Saturday, 14 August 2010
Interview: The Gentle Good
Those still looking for the ultimate festival experience this summer could do far worse than the Green Man Festival which takes place 21-23 August in the heart of the Breacon Beacons. It manages to walk the thin line between providing established festival acts (Doves, Flaming Lips) as well as the cream of the folk movement (The Unthanks, Fionn Regan)and those that manage to be both (Mumford and Sons, Laura Marling, Joanna Newsom). The provision of only the best quality food and ale as well as perhaps the best natural setting of any UK festival make this a magical experience.

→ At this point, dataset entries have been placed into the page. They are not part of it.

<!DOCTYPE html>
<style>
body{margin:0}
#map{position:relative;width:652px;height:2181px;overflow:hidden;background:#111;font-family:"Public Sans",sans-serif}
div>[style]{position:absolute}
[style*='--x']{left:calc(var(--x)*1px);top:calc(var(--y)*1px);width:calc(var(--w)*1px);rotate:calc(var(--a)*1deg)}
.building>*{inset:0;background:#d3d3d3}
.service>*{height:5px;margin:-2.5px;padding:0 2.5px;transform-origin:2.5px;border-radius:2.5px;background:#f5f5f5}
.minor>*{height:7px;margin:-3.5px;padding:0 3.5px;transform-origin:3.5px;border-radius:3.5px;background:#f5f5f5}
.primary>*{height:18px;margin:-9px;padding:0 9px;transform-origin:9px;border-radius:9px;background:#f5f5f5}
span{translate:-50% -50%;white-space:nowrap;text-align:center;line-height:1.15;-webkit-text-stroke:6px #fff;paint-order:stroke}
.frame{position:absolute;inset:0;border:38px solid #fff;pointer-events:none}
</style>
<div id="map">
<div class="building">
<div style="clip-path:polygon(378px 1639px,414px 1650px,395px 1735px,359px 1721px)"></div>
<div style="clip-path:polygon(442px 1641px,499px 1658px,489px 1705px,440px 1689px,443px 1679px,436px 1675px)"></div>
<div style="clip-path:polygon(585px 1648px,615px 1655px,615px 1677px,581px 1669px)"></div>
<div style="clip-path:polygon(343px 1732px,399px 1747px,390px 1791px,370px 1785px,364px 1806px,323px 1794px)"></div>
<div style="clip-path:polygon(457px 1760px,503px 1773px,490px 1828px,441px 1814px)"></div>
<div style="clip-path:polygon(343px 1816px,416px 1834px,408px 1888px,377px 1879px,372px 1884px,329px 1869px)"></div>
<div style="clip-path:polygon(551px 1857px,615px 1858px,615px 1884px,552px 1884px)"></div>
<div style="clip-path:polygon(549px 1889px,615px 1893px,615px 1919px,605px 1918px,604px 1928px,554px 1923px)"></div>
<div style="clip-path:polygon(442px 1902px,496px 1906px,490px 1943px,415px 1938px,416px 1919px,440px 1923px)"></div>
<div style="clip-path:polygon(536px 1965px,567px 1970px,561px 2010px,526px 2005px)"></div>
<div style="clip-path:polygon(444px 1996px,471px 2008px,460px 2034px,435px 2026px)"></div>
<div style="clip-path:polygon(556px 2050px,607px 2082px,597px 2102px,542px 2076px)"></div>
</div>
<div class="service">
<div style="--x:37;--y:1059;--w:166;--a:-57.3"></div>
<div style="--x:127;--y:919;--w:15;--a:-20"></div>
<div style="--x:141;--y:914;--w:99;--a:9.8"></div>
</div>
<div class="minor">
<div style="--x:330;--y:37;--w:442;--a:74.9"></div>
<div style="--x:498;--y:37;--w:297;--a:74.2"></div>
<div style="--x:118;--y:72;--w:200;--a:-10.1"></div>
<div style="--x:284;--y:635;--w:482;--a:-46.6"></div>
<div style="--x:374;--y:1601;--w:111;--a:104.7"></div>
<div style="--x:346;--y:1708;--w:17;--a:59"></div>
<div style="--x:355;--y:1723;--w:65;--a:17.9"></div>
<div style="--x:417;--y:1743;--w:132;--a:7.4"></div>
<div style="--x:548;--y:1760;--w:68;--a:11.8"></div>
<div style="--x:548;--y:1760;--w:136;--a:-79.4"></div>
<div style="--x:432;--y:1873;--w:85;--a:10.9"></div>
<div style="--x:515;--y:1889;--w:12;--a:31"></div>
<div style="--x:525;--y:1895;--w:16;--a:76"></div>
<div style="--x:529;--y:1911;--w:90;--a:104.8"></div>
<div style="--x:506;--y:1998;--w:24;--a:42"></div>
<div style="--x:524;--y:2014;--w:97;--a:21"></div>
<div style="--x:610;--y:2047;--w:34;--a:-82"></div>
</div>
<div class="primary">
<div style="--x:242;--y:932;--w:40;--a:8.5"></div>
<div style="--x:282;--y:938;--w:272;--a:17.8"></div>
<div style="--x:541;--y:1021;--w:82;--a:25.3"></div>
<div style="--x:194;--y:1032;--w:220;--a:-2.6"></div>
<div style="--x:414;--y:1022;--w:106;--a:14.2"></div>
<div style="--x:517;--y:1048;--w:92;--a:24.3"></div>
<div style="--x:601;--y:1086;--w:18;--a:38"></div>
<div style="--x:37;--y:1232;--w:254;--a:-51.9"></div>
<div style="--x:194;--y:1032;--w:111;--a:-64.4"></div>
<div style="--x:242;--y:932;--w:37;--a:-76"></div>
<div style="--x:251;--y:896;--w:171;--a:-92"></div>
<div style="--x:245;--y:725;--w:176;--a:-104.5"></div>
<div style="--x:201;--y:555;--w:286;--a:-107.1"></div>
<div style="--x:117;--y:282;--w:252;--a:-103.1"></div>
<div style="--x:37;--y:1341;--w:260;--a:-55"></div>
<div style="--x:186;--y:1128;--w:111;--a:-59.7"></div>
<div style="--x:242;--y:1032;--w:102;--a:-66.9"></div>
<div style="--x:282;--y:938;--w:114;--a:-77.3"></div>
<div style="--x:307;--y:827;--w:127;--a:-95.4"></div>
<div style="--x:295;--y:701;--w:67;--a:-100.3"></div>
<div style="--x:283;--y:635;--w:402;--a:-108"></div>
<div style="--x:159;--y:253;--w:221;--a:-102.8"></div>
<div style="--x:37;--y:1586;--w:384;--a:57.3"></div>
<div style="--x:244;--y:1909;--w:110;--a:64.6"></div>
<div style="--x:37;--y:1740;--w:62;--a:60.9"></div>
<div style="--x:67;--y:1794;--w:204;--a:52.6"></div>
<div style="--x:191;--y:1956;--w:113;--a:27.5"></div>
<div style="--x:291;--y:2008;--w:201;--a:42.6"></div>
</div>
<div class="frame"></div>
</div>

Someone who knows this better than most is Cardif resident Gareth Bonello. Known as the Gentle Good he has played the festival countless times, to the point that it would be a surprise if he wasn't on the bill. Since his debut single in November 2008 he has released a series of recordings which call to mind Bert Jansch, Nick Drake, Martyn Carthy and Donovan, picking up favourable reviews along the way and winning plaudits for his live performances. As part of the resurgent welsh folk scene he has played with Richard James (ex Gorkys Xygotic Mynci) and he has recieved airplay from Gideon Coe and (somewhat inevitably) Huw Stephens. I caught up with Gareth to find out more about his latest activities in advance of the Green Man.
How did you first get into singer songwriting?

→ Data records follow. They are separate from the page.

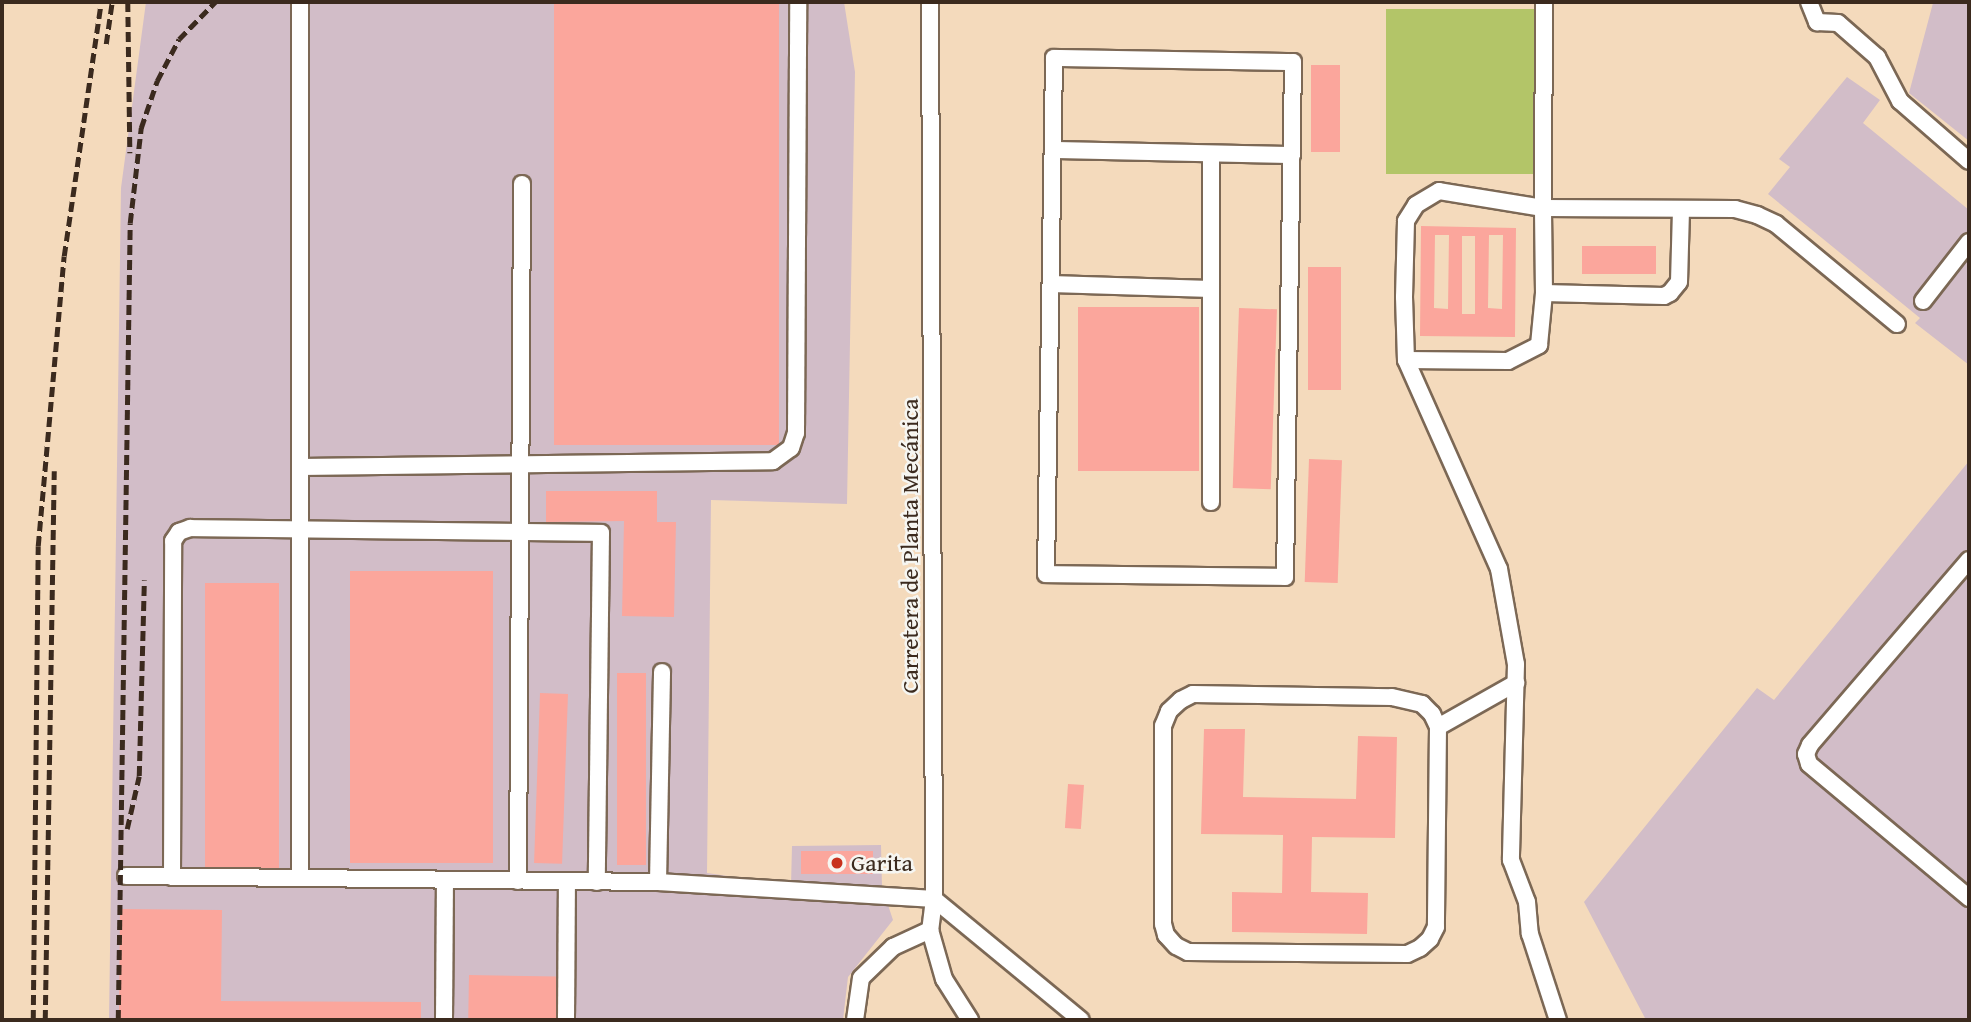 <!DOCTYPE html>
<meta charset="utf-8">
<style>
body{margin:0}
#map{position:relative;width:1971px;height:1022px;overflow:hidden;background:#f4dabc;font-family:"Gentium Book Plus",serif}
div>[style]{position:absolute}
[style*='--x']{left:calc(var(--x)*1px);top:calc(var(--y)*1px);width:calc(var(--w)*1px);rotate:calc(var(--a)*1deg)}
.industrial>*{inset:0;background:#d2bdc8}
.green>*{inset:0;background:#b3c568;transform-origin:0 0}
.building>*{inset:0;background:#fba69c;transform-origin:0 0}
.roads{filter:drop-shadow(2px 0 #7c6855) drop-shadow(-2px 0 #7c6855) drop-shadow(0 2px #7c6855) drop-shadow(0 -2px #7c6855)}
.minor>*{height:16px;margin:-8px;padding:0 8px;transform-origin:8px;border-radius:8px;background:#fff}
.rail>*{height:4.5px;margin-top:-2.25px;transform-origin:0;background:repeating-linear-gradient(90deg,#3b2a1e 0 10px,transparent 0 15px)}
.dots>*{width:19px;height:19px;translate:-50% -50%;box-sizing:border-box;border:4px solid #f6f6f2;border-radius:50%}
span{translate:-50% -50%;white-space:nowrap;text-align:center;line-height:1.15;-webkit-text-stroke:5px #f6f6f2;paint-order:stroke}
.street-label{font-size:24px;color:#3b2a1e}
.poi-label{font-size:24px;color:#3b2a1e}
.left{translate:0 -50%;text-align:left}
.frame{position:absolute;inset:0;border:4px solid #3b2a1e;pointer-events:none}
</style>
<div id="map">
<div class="industrial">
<i style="clip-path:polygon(146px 2px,844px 2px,855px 72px,847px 504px,711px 500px,707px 873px,791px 885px,792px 846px,881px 845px,882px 887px,893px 920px,848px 977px,843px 1020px,109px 1020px,121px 188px)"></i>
<i style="clip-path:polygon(1933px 3px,1969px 4px,1969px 141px,1909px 93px)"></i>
<i style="clip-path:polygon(1847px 77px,1880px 100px,1863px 123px,1969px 210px,1969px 365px,1915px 323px,1920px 318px,1768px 194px,1790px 167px,1779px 159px)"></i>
<i style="clip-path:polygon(1969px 461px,1969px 1020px,1646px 1020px,1584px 902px,1757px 688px,1774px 700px)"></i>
</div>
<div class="green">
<i style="left:1386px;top:9px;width:148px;height:165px"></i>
</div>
<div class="building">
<i style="left:554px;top:2px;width:225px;height:443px"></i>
<i style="left:1311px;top:65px;width:29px;height:87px"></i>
<i style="clip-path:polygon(evenodd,1421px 226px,1516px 228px,1515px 337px,1420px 336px,1421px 226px,1435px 235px,1449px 235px,1448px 309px,1434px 308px,1435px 235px,1421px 226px,1489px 235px,1503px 235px,1502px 309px,1488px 308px,1489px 235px,1421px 226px,1462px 236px,1475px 236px,1475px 314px,1462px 314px,1462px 236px)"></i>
<i style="left:1582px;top:246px;width:74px;height:28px"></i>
<i style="left:1341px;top:267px;width:123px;height:33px;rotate:90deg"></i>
<i style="left:1078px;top:307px;width:121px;height:164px"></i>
<i style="left:1239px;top:308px;width:38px;height:180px;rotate:2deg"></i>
<i style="left:1309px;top:459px;width:33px;height:123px;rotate:2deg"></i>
<i style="clip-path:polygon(546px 491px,657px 491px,657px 522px,676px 522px,674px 617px,622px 616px,624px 521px,546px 522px)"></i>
<i style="left:350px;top:571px;width:143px;height:292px"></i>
<i style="left:205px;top:583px;width:74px;height:290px"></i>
<i style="left:617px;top:673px;width:29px;height:192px"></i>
<i style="left:540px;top:693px;width:28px;height:170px;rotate:2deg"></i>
<i style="clip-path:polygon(1204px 729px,1245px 729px,1243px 797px,1356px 799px,1358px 736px,1397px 737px,1395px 838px,1312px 837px,1311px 892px,1368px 893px,1367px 934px,1232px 932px,1232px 892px,1282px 893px,1283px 835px,1201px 834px)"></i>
<i style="left:1068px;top:784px;width:16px;height:44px;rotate:4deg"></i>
<i style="left:801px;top:851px;width:72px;height:23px"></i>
<i style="clip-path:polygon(120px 909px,222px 910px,221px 1001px,421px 1002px,421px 1020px,119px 1020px)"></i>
<i style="left:469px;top:975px;width:88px;height:45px;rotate:1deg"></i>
</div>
<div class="roads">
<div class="minor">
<i style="--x:300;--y:2;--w:876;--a:90"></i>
<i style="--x:930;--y:2;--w:897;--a:89.74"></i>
<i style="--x:934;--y:899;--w:190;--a:39.5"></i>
<i style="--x:1544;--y:2;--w:206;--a:90.3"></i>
<i style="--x:1543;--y:208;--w:105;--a:-170.7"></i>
<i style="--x:1439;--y:191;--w:27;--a:149"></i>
<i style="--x:1416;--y:205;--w:19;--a:122"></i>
<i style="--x:1406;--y:221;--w:76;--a:91.5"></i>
<i style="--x:1404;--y:297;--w:63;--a:88.2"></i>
<i style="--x:1406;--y:360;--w:229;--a:66"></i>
<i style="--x:1499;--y:569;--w:97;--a:79.9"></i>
<i style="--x:1516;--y:664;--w:196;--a:91.5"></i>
<i style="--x:1511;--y:860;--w:45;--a:69.1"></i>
<i style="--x:1527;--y:902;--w:32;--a:85"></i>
<i style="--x:1530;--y:934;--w:90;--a:72"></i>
<i style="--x:1809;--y:2;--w:22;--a:68"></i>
<i style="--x:1817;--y:22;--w:21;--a:3"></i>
<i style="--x:1838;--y:23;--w:52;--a:41.1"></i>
<i style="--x:1877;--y:57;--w:50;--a:62.4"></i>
<i style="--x:1900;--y:101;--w:91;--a:41"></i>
<i style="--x:1054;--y:58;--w:239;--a:1"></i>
<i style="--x:1293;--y:62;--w:515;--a:90.89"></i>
<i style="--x:1285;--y:577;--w:239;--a:-179.3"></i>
<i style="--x:1046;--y:574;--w:516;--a:-89.11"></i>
<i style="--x:1053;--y:150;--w:239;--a:1.2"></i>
<i style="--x:1051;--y:284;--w:160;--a:1.8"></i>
<i style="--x:1544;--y:293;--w:120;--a:1.4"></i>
<i style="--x:1664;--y:296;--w:7;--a:-27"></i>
<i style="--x:1670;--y:293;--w:14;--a:-51"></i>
<i style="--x:1679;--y:282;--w:73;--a:-88.4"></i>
<i style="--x:1923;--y:301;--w:75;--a:-52.1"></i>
<i style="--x:1406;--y:360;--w:102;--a:0.6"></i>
<i style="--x:1508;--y:361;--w:35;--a:-27"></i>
<i style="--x:1539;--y:345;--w:52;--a:-84.5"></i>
<i style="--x:1544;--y:293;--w:85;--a:-90.7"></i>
<i style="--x:1543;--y:208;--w:192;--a:0.3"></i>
<i style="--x:1735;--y:209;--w:23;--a:15"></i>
<i style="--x:1757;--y:215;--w:21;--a:25"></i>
<i style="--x:1776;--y:224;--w:157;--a:39.6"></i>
<i style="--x:300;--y:467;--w:473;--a:-0.7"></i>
<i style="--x:773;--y:461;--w:22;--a:-36"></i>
<i style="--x:791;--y:448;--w:16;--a:-72"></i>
<i style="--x:796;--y:433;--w:431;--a:-89.7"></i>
<i style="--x:1211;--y:502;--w:348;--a:-90"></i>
<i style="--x:1969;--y:560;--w:244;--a:130.7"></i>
<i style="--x:1810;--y:745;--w:10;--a:114"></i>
<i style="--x:1806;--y:754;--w:10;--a:73"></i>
<i style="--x:1809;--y:764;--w:209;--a:39.9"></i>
<i style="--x:1438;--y:727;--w:200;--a:90.6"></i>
<i style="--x:1436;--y:927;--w:13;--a:117"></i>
<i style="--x:1430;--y:939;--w:13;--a:138"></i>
<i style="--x:1420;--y:948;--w:14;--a:155"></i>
<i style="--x:1407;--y:954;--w:219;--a:-179.5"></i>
<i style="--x:1188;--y:952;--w:13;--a:-153"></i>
<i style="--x:1176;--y:946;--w:15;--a:-132"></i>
<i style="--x:1166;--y:935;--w:11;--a:-105"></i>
<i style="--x:1163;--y:924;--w:198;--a:-90"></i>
<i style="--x:1163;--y:726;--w:16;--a:-68"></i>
<i style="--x:1169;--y:711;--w:16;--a:-43"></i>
<i style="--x:1181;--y:700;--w:13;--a:-27"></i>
<i style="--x:1193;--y:694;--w:199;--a:0.9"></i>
<i style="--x:1392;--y:697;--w:31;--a:13"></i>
<i style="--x:1422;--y:704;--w:14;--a:45"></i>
<i style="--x:1432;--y:714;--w:14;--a:65"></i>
<i style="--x:1438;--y:727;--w:90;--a:-29.4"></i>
<i style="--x:126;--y:876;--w:532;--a:0.65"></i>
<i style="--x:658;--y:882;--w:277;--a:3.5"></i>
<i style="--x:934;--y:899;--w:31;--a:97"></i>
<i style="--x:930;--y:930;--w:51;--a:74.1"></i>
<i style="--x:944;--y:979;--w:49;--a:57.6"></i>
<i style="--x:172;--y:877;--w:336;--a:-89.8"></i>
<i style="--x:173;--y:541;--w:11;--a:-56"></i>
<i style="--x:179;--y:532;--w:12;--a:-20"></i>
<i style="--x:190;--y:528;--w:411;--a:0.7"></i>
<i style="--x:601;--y:533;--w:349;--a:90.7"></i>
<i style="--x:518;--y:881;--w:697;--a:-89.67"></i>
<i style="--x:658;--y:882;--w:210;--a:-88.9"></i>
<i style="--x:444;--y:1020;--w:140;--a:-89.6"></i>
<i style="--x:566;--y:1020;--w:139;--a:-89.6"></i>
<i style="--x:855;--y:1020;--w:42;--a:-81.9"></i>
<i style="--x:861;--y:978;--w:45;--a:-44.1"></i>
<i style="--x:893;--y:947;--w:41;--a:-24.7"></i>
</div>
</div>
<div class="rail">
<i style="--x:128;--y:2;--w:151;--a:89.2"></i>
<i style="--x:106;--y:44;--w:42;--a:-81.9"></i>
<i style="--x:127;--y:829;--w:54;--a:-77.2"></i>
<i style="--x:139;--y:776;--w:196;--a:-88.5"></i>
<i style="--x:33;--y:1020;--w:474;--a:-89.4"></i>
<i style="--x:38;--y:546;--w:291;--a:-84.9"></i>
<i style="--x:64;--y:256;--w:257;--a:-81.7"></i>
<i style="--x:45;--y:1020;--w:549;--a:-89.06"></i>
<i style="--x:118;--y:1020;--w:797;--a:-89.14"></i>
<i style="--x:130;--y:223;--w:96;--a:-83.4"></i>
<i style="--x:141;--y:128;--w:50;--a:-71.2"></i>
<i style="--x:157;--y:81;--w:47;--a:-62.4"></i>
<i style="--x:179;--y:39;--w:52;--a:-45.8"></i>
</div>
<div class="dots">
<i style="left:837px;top:863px;background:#c8321e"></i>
</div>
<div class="street-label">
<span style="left:910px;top:546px;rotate:-90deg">Carretera de Planta Mecánica</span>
</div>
<div class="poi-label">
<span class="left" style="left:851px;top:863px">Garita</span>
</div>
<div class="frame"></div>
</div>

I’d been playing guitar for many years and always thought of myself as a guitarist rather than a singer or songwriter. After a while I started playing traditional music about Cardiff and as I got more gigs I realised that I wanted to sing new material as well so I started writing.
Who do you regard as your formative influences?
Jimi Hendrix got me into the guitar, Martin Carthy got me into folk music and Bob Dylan got me into songwriting. After that I’d say I’m hugely influenced by guitarists from the 60s folk revival such as Davey Graham, Bert Jansch and John Renbourn.
Do you think folk music still has something new to say in 2010?
Of course! Like most music Folk is a very diverse genre and you get everything from heartfelt ballads to freaky instrumental wig-outs to political statement to comedy and they all have something to say. As a genre it also tends to be one that will focus more heavily on the lyrical side of things so there is often more depth of content in Folk song than say, Pop. If you want to hear music that has absolutely nothing to say your best bet is probably to tune into the top 40.
How was playing Glastonbury?
It was hectic, nerve-wracking and brilliant. I’d like to go back and take my time to appreciate it as it just seemed to fly by.
You're playing at the Green Man again this year. Anything special lined up for that?
I’ve got a new album on the way so I’m going to be playing new material and have drafted in bass drums and keyboards for the close of the set – a combo that I’ve never played live with before. I’m also going to be giving away free CDs of some instrumental music that I’ve recorded over the years as a kind of thank you to the Green Man Festival for putting me on for the 5th year in a row.
Any other dates planned?
I’ve got a few gigs lines up in the Autumn, including Cardiff’s Swn Festival and I’m hoping to go on tour in the autumn/winter to promote the new album.
What about recorded material? I understand the new album is well underway?
Yup it’s almost finished. The songs are a lot bigger than the last album and I’m very happy with the way it’s going. We’ve just got a few touches left and it’ll be done. I can’t wait!
Do you feel with artists such as 9 Bach, Richard James and Cate Le Bon (many of whom you've worked with) coming through that the Welsh folk scene is in good health right now?
Yes I’d say it is in good health in that respect. I think it’s fantastic that we’ve got such a great collection of songwriters writing new folk music and making it contemporary and relevant again. It obviously helps if a scene develops because it draws people’s attention to artists they wouldn’t have heard about otherwise.
You sing in Welsh as well as English - what is your preferred language for recording?
I don’t have one to be honest. When I write a song the words of whichever language feels best goes on the track. I’m pretty bilingual as I live in Cardiff (which is mainly English speaking obviously) but have a lot of Welsh speaking friends here so I find my mind is pretty much evenly split between the two most of the time.
What next for Gentle Good?
I’m just focusing on the album at the moment but after that I hope to play more extensively about the UK and then get back recording – I don’t want to have such a long gap between releases this time.
The Gentle Good plays the Green Man festival, Glanusk Park, Crickhowell on 22nd August and the Coal Exchange Cardiff on 4th September.